START Data under study

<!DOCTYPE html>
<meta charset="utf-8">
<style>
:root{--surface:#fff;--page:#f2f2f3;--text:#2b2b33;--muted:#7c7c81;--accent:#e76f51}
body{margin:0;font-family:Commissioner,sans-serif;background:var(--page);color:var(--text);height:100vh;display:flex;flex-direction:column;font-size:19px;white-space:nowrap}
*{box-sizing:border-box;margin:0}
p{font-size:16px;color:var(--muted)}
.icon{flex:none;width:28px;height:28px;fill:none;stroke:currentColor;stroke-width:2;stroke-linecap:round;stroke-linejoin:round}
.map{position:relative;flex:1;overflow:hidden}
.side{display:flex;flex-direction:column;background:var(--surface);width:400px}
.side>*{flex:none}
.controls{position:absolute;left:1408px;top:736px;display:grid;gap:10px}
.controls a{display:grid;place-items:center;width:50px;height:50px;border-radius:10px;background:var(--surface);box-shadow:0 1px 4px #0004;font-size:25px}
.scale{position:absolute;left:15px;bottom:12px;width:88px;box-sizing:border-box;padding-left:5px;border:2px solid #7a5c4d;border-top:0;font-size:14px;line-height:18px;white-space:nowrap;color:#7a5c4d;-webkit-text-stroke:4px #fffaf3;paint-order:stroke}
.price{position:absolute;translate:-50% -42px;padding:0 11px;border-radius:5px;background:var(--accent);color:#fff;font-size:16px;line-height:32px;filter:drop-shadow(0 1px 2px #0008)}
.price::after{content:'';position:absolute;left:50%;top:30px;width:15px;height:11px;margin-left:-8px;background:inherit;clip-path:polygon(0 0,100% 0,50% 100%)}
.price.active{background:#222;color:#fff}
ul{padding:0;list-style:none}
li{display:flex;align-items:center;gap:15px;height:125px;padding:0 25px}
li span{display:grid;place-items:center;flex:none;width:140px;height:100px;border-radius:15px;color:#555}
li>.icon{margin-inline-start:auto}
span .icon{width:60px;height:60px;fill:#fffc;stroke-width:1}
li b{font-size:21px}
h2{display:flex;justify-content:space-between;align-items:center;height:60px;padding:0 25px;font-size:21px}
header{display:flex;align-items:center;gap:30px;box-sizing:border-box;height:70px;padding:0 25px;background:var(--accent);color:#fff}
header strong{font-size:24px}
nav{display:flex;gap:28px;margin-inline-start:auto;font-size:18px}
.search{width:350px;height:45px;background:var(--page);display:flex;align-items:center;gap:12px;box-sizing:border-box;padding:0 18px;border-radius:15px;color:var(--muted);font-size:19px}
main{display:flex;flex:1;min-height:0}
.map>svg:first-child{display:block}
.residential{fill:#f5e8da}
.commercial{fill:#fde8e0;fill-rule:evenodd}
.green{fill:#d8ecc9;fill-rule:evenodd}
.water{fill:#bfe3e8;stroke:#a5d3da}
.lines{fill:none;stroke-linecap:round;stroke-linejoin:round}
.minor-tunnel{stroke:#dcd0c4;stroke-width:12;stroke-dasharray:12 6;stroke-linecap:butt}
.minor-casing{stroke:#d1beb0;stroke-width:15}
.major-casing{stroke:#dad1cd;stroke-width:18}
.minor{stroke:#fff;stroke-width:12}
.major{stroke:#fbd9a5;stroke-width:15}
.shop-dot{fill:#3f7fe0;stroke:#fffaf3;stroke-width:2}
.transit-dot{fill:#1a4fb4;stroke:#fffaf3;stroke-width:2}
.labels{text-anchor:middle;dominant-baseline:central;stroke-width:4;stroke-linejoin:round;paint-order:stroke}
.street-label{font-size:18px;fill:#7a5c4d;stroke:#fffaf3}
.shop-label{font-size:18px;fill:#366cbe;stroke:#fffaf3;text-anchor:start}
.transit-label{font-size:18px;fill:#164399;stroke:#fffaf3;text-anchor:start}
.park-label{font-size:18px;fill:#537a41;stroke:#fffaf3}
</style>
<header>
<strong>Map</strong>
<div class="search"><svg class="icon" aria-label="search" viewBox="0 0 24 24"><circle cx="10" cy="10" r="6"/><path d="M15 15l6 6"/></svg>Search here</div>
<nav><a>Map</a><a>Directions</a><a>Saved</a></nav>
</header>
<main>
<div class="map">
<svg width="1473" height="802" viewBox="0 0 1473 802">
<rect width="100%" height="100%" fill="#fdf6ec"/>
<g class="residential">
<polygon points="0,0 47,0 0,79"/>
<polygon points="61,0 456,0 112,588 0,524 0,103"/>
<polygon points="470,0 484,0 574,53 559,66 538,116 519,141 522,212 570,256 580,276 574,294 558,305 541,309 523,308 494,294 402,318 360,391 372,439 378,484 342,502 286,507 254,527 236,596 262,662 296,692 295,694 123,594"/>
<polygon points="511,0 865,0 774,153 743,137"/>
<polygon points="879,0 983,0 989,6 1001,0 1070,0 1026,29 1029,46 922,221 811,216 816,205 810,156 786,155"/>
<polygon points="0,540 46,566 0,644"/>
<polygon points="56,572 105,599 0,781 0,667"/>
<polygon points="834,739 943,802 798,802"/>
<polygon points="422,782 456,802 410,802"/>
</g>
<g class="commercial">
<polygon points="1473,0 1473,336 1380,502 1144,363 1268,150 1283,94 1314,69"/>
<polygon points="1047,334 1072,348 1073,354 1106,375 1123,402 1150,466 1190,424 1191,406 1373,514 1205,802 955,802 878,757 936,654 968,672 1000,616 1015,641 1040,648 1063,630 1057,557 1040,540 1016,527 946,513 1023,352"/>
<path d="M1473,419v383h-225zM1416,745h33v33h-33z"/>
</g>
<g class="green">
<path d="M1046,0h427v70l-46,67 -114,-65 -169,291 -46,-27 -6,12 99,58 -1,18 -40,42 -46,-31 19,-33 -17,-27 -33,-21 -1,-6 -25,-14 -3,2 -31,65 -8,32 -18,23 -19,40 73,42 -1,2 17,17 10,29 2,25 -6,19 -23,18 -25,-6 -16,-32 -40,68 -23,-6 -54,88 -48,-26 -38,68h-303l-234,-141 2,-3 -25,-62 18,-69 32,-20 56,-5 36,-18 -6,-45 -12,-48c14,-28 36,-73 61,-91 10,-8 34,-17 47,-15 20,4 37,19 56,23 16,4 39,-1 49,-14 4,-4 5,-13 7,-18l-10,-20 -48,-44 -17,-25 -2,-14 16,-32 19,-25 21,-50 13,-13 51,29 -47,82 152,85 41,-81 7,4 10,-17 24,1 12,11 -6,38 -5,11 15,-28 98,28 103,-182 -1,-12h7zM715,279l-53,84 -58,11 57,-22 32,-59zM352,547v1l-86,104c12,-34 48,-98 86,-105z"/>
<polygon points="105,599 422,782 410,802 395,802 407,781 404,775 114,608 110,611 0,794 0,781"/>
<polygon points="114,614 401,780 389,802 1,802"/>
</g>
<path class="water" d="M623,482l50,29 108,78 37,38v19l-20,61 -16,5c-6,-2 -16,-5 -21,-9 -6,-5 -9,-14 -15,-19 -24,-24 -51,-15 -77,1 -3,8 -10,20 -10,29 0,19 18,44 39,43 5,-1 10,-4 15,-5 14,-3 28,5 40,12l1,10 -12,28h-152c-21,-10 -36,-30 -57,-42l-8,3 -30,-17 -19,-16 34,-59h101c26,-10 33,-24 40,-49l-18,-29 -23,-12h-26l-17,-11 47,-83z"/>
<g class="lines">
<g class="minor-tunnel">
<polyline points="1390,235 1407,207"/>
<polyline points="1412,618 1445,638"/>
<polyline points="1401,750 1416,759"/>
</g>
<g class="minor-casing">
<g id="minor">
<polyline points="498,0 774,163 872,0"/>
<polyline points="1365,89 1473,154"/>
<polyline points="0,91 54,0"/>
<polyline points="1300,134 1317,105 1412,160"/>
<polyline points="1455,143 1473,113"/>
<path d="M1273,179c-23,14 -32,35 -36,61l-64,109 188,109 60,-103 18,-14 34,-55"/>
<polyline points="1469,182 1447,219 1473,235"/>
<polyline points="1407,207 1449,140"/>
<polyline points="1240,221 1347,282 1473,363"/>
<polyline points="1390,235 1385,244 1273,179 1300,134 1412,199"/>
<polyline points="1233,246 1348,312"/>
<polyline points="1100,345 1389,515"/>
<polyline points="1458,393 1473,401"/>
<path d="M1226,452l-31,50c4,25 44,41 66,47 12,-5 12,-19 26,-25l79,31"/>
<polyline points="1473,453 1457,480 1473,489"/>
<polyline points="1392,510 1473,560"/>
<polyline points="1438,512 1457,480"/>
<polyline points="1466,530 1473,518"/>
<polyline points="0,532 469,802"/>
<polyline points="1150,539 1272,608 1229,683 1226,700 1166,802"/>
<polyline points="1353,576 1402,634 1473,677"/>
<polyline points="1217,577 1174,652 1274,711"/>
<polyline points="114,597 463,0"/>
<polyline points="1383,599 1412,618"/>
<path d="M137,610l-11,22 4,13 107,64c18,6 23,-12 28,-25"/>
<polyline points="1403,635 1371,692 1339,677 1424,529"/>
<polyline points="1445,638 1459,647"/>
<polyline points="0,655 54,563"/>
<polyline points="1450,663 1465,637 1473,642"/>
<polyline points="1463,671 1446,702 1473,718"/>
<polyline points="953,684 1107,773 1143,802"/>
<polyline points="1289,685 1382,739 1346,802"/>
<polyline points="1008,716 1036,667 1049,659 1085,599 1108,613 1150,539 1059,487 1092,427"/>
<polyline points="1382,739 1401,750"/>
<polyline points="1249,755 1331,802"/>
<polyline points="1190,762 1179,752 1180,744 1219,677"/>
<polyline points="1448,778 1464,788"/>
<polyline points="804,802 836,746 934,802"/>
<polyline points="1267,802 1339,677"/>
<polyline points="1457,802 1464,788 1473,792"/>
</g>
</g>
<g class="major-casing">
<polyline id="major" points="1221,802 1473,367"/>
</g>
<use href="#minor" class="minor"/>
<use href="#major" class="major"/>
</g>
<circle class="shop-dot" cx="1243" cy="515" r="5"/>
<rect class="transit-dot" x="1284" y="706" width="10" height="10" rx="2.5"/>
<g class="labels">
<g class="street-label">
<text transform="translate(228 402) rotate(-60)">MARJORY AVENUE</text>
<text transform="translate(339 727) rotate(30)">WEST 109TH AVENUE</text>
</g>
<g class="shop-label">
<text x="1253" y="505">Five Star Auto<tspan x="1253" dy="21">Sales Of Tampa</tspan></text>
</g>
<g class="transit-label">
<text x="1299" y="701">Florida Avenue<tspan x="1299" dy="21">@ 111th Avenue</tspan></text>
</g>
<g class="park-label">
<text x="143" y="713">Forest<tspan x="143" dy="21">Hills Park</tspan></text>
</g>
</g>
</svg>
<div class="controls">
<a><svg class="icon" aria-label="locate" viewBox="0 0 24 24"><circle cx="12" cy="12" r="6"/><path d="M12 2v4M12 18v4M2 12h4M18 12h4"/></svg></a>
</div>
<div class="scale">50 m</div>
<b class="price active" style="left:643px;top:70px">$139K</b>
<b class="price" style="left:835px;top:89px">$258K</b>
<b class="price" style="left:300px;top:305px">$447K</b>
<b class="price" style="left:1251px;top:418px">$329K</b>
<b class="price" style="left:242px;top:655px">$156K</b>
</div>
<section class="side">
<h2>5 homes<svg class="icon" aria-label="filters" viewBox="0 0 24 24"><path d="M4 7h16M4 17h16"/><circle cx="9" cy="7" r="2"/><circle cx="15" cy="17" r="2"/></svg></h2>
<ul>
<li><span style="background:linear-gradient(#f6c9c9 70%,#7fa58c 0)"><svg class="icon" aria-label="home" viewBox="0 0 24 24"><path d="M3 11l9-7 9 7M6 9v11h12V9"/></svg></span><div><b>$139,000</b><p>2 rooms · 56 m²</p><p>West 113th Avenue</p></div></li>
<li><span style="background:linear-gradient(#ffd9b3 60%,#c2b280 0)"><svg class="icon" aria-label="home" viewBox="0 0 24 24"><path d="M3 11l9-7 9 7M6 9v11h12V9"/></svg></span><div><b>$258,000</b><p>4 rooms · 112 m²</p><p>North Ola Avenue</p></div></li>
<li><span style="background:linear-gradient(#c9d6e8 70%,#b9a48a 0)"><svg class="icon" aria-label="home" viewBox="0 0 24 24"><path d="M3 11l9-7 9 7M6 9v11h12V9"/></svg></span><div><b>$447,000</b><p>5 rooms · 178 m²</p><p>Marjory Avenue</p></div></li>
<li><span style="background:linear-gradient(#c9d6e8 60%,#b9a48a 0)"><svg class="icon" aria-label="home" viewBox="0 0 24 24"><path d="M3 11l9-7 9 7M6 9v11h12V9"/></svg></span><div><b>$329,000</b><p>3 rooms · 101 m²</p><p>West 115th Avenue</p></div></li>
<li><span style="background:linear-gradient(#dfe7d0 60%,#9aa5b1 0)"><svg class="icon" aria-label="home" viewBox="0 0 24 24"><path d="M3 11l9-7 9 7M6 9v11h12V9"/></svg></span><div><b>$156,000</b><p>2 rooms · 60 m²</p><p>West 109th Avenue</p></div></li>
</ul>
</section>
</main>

END Data under study

• [Work instructions] Using the records above, copy each line that contains "column".

• [Output for this task]
body{margin:0;font-family:Commissioner,sans-serif;background:var(--page);color:var(--text);height:100vh;display:flex;flex-direction:column;font-size:19px;white-space:nowrap}
.side{display:flex;flex-direction:column;background:var(--surface);width:400px}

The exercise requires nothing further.